Introduction to Databases
We begin by describing a database and defining terminology related to its use. We draw on examples from what is called the relational database because it is one of the most widely used types. However, all the concepts described here apply to any type of database. We first define the basic concepts and then use them to discuss security concerns.
Concept of a Database
A database is a collection of data and a set of rules that organize the data by specifying certain relationships among the data. Through these rules, the user describes a logical format for the data. The data items are stored in a file, but the precise physical format of the file is of no concern to the user. A database administrator is a person who defines the rules that organize the data and also controls who should have access to what parts of the data. The user interacts with the database through a program called a database manager or a database management system (DBMS), informally known as a front end.
Components of Databases
The database file consists of records, each of which contains one related group of data. As shown in the example in Table 6 -1, a record in a name and address file consists of one name and address. Each record contains fields or elements, the elementary data items themselves. The fields in the name and address record are NAME, ADDRESS, CITY, STATE, and ZIP (where ZIP is the U.S. postal code). This database can be viewed as a two-dimensional table, where a record is a row and each field of a record is an element of the table.
Not every database is easily represented as a single, compact table. The database in Figure 6-1 logically consists of three files with possibly different uses. These three files could be represented as one large table, but that depiction may not improve the utility of or access to the data.
The logical structure of a database is called a schema. A particular user may have access to only part of the database, called a subschema. The overall schema of the database in Figure 6-1 is detailed in Table 6-2. The three separate blocks of the figure are examples of subschemas, although other subschemas of this database can be defined. We can use schemas and subschemas to present to users only those elements they wish or need to see. For example, if Table 6 -1 represents the employees at a company, the subschema on the lower left can list employee names without revealing personal information such as home address.
The rules of a database identify the columns with names. The name of each column is called an attribute of the database. A relation is a set of columns.
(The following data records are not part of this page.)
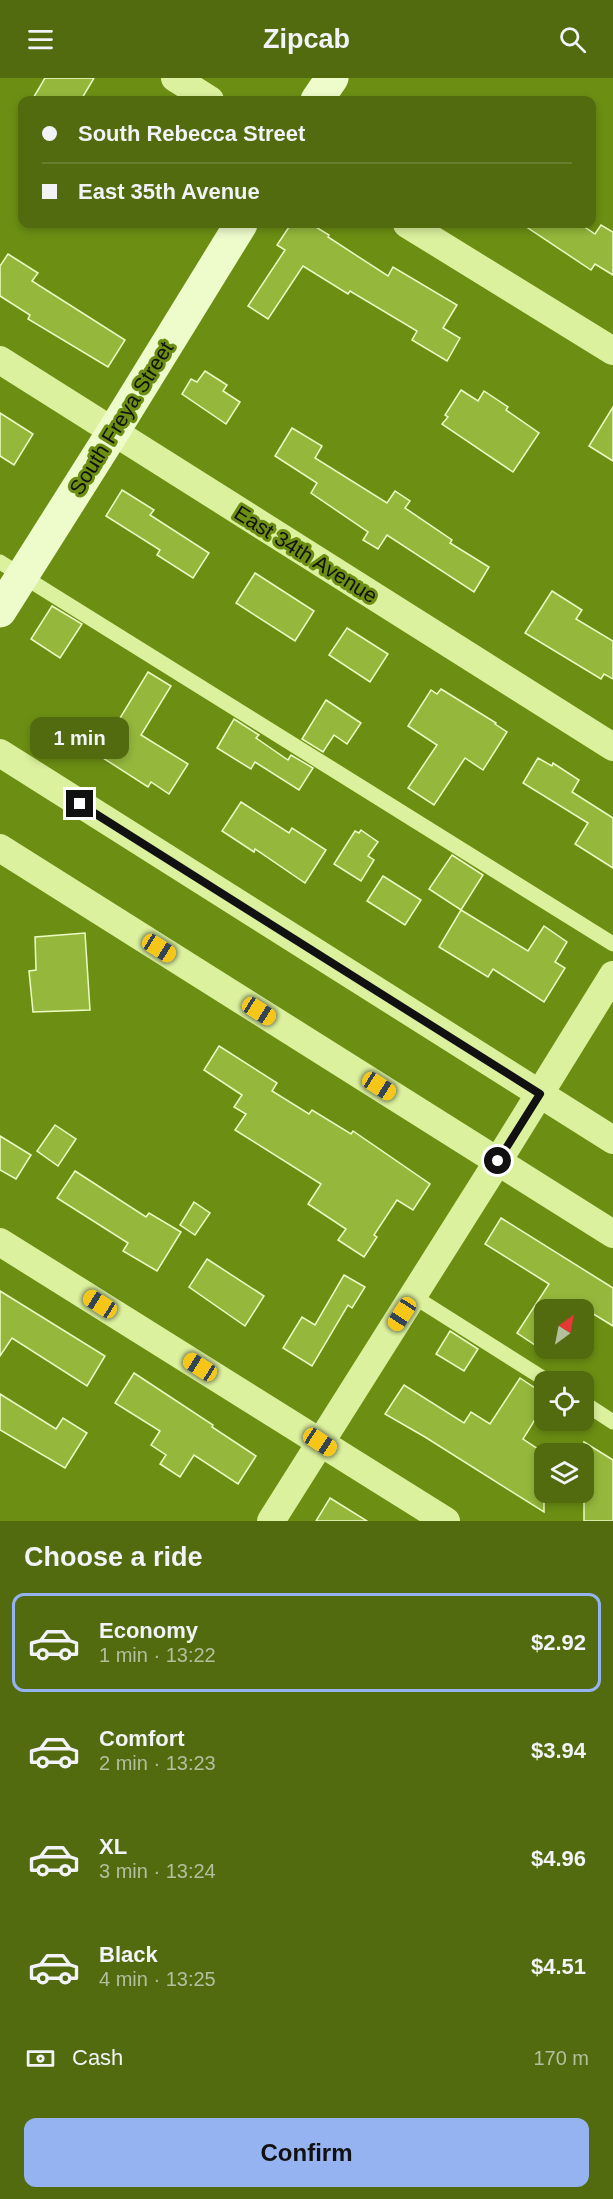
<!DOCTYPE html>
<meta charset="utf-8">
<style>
:root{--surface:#516b0e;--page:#577017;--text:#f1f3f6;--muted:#b4bf9e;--line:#677e2e;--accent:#95b2f1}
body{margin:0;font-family:Arial,sans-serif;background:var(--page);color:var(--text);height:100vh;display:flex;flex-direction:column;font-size:22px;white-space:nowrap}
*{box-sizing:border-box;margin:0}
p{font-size:20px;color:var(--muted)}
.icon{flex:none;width:33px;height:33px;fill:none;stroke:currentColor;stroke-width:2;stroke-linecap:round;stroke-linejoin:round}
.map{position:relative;height:1443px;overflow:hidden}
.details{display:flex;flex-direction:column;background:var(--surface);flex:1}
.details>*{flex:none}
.guide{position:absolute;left:18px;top:18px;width:578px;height:132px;border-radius:12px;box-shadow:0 3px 9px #0003;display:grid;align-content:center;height:132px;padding:0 24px;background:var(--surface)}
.needle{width:39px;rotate:32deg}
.tools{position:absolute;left:534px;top:1221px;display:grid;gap:12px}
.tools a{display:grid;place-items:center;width:60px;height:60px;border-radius:12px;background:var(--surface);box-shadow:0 3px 9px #0003;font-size:30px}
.end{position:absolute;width:27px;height:27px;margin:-14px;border:8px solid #111;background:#fff;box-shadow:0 0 0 3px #fff}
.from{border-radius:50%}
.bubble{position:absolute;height:42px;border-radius:12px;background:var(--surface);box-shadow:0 3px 9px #0003;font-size:20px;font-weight:800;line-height:42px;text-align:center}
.car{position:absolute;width:18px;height:36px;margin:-18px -9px;border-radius:8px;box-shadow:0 0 4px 2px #0007;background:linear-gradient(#f5c518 24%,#345 0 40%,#f5c518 0 76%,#345 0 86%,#f5c518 0)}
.guide b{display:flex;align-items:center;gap:21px;height:57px;font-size:22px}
.guide b+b{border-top:2px solid var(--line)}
.guide i{width:15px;height:15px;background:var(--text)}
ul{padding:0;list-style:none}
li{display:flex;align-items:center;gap:18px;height:99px;margin:0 12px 9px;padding:0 12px;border:3px solid transparent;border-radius:12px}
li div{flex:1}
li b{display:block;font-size:22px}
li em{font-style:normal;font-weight:800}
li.current{border-color:var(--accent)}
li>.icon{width:54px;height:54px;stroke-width:1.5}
h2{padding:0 24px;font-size:27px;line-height:72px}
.pay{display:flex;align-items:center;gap:15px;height:66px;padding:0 24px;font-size:22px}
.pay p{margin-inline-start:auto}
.action{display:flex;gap:12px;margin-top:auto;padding:12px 24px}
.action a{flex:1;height:69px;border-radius:12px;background:var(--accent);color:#111;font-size:24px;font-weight:800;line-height:69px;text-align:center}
header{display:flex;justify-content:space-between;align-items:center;height:78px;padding:0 24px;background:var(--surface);font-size:27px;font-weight:800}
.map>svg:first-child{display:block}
.building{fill:#95b83c;stroke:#edfcc5;stroke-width:1.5}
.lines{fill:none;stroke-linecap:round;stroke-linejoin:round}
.lane{stroke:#dbf19e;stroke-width:15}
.street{stroke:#dbf19e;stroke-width:28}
.secondary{stroke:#eefccc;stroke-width:33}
.route{stroke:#111;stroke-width:8}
.labels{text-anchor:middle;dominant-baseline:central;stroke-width:6;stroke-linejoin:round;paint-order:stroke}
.street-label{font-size:21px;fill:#111;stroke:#6c8f13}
</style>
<header><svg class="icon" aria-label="menu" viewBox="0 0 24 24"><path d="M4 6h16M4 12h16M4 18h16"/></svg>Zipcab<svg class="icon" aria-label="search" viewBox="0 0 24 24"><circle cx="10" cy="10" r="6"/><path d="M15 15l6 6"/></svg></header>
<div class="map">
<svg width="613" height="1443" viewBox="0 0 613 1443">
<rect width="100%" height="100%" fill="#6c8f13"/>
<g class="building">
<polygon points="45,0 94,0 81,22 32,22"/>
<polygon points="291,146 311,146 329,157 328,159 388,198 393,189 457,227 443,250 460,260 447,283 412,262 417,253 350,213 348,216 303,188 268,241 248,228 285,172 277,167"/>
<polygon points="522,146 580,146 595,156 601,147 613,154 613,197 595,186 591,192"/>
<polygon points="8,176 38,195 32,203 125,262 108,289 28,241 30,237 0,218 0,188"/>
<polygon points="205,293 227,307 223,313 240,324 226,346 182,316 191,301 197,304"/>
<polygon points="461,312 478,323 484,313 508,329 506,332 539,355 513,394 442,346 448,339 445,337"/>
<polygon points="613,329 613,383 589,368"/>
<polygon points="0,335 33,356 14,387 0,378"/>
<polygon points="292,350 322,368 315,380 387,425 395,413 410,423 405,430 452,462 450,465 489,489 474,514 387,457 378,471 363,462 368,454 311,415 317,405 275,378"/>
<polygon points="122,412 154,432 150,437 209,475 193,500 157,477 160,472 106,438"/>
<polygon points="255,495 314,533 295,563 236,525"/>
<polygon points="552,513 582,532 576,541 613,563 613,601 604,596 601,601 525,555"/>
<polygon points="52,528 82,546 60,580 31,561"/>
<polygon points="347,550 388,576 370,604 329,577"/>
<polygon points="148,594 171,608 141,657 188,686 169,716 151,704 148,709 89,671 106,645 114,650"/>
<polygon points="441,611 496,645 495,646 507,654 483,692 465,680 434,727 408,710 437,667 408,648 431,612 437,616"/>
<polygon points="326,622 361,645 347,666 334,657 323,674 302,661"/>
<polygon points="234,641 259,657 256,660 288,682 291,677 313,690 299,712 255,684 251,691 217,670"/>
<polygon points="538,680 552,688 553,685 579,702 572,714 613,740 613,790 575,766 588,745 523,705"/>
<polygon points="241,724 289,755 292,750 326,772 305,805 255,771 254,774 222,753"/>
<polygon points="361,752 378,764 368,778 374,782 361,803 334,786 355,753 359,755"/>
<polygon points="452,777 483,797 461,832 429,811"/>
<polygon points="383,798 421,822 405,847 367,823"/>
<polygon points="461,832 528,873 544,848 567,864 555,884 565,890 544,924 493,891 488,899 439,869"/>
<polygon points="85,855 90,932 33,934 29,893 36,892 35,859"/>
<polygon points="219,968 277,1005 272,1013 309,1036 312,1032 351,1056 353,1053 430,1106 413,1132 397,1122 374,1157 377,1159 364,1179 338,1162 346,1151 308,1126 321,1106 235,1052 246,1036 234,1029 242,1017 204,992"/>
<polygon points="55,1047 76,1061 58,1088 37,1073"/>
<polygon points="0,1058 31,1077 16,1101 0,1092"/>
<polygon points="75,1093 146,1139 149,1135 181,1154 157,1193 123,1173 128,1165 57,1120"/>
<polygon points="194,1124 210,1135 195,1157 180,1147"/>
<polygon points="501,1140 613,1210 613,1248 587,1232 544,1232 544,1273 517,1255 549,1206 485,1166"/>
<polygon points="207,1181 264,1218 245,1248 189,1209"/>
<polygon points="344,1197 365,1209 352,1230 348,1227 312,1288 283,1270 302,1239 315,1247"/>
<polygon points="0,1213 105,1278 87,1308 12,1260 0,1278"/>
<polygon points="450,1253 478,1271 464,1293 436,1276"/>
<polygon points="134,1295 213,1347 212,1349 256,1378 238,1406 194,1377 180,1399 160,1386 166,1377 151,1367 160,1353 115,1325"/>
<polygon points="520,1300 544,1316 544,1327 523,1361 544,1375 544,1434 425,1359 385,1336 404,1307 464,1345 471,1334 490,1346"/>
<polygon points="0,1316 56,1351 63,1340 87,1355 65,1390 0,1352"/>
<polygon points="584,1364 613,1382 613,1443 584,1443"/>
<polygon points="330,1420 367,1443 316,1443"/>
</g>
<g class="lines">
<g class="lane">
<polyline points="0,484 613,866"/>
<polyline points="413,1218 549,1304"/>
<polyline points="584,1325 613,1344"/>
</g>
<g class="street">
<polyline points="175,0 210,22"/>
<polyline points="407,146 613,273"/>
<polyline points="0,282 613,669"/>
<polyline points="0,675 613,1062"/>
<polyline points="0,770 613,1156"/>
<polyline points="0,1164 446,1443"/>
<polyline points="271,1443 498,1083 613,897"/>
</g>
<g class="secondary">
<polyline points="317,22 332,0"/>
<polyline points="0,533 113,354 241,146"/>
</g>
</g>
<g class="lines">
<polyline class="route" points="80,726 540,1016 498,1083"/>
</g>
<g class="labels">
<g class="street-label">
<text transform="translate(121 340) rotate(-58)">South Freya Street</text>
<text transform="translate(306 476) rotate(32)">East 34th Avenue</text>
</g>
</g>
</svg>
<div class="tools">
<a><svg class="needle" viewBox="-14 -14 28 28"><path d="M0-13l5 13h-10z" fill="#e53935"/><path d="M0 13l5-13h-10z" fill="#b4bf9e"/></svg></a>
<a><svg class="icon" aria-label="locate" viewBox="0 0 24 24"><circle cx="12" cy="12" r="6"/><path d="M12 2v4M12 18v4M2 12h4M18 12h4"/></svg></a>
<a><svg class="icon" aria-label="layers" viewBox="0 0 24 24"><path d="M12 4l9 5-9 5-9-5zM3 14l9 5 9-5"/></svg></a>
</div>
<i class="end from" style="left:498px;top:1083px"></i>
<i class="end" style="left:80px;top:726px"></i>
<div class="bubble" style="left:30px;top:639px;width:99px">1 min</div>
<i class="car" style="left:159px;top:870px;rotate:122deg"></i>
<i class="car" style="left:259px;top:933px;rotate:122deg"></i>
<i class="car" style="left:379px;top:1008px;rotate:122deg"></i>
<i class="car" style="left:100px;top:1226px;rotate:302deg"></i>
<i class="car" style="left:402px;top:1236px;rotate:213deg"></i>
<i class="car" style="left:200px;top:1289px;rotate:302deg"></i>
<i class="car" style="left:320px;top:1364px;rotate:123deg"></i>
<div class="guide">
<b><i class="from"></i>South Rebecca Street</b>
<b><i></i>East 35th Avenue</b>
</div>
</div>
<section class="details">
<h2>Choose a ride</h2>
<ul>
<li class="current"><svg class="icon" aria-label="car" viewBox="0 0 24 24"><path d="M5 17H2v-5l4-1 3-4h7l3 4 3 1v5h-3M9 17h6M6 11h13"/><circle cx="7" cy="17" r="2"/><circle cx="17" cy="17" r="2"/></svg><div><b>Economy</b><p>1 min · 13:22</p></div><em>$2.92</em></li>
<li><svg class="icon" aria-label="car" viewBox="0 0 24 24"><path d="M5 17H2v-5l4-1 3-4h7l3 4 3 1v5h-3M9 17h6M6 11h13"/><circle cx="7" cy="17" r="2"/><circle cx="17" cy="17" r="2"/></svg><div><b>Comfort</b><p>2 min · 13:23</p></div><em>$3.94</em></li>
<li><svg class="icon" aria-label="car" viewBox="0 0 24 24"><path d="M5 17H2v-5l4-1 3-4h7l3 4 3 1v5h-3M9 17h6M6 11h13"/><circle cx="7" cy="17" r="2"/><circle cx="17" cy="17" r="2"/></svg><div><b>XL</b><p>3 min · 13:24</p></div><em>$4.96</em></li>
<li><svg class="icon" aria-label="car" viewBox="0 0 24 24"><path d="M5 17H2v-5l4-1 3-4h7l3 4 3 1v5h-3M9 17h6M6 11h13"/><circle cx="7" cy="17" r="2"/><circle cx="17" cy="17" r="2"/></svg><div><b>Black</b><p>4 min · 13:25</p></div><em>$4.51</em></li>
</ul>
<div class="pay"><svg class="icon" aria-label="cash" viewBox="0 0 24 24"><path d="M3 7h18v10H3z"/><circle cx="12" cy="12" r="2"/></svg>Cash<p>170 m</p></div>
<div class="action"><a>Confirm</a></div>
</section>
For example, using the database in Table 6-2, we see that NAMEZIP is a relation formed by taking the NAME and ZIP columns, as shown in Table 6-3. The relation specifies clusters of related data values in much the same way that the relation "mother of" specifies a relationship among pairs of humans. In this example, each cluster contains a pair of elements, a NAME and a ZIP. Other relations can have more columns, so each cluster may be a triple, a 4-tuple, or an n-tuple (for some value n) of elements.
Users interact with database managers through commands to the DBMS that retrieve, modify, add, or delete fields and records of the database. A command is called a query. Database management systems have precise rules of syntax for queries. Most query languages use an English-like notation, and many are based on SQL, a structured query language originally developed by IBM. We have written the example queries in this chapter to resemble English sentences so that they are easy to understand. For example, the query
SELECT NAME = 'ADAMS'
retrieves all records having the value ADAMS in the NAME field.
The result of executing a query is a subschema. One way to form a subschema of a database is by selecting records meeting certain conditions. For example, we might select records in which ZIP=43210, producing the result shown in Table 6-4.
After having selected records, we may project these records onto one or more attributes. The select operation identifies certain rows from the database, and a project operation extracts the values from certain fields (columns) of those records. The result of a select-project operation is the set of values of specified attributes for the selected records. For example, we might select records meeting the condition ZIP=43210 and project the results onto the attributes NAME and FIRST, as in Table 6-5. The result is the list of first and last names of people whose addresses have zip code 43210.
Notice that we do not have to project onto the same attribute(s) on which the selection is done. For example, we can build a query using ZIP and NAME but project the result onto FIRST:
We can also merge two subschema on a common element by using a join query. The result of this operation is a subschema whose records have the same value for the common element. For example, Figure 6-2 shows that the subschema NAMEZIP and the subschema ZIPAIRPORT can be joined on the common field ZIP to produce the subschema NAMEAIRPORT.
Advantages of Using Databases
The logical idea behind a database is this: A database is a single collection of data, stored and maintained at one central location, to which many people have access as needed. However, the actual implementation may involve some other physical storage arrangement or access. The essence of a good database is that the users are unaware of the physical arrangements; the unified logical arrangement is all they see. As a result, a database offers many advantages over a simple file system:
z shared access, so that many users can use one common, centralized set of data
minimal redundancy, so that individual users do not have to collect and maintain their own sets of data
data consistency, so that a change to a data value affects all users of the data value
data integrity, so that data values are protected against accidental or malicious undesirable changes
controlled access, so that only authorized users are allowed to view or to modify data values
A DBMS is designed to provide these advantages efficiently. However, as often happens, the objectives can conflict with each other. In particular, as we shall see, security interests can conflict with performance. This clash is not surprising because measures taken to enforce security often increase the computing system's size or complexity. What is surprising, though, is that security interests may also reduce the system's ability to provide data to users by limiting certain queries that would otherwise seem innocuous.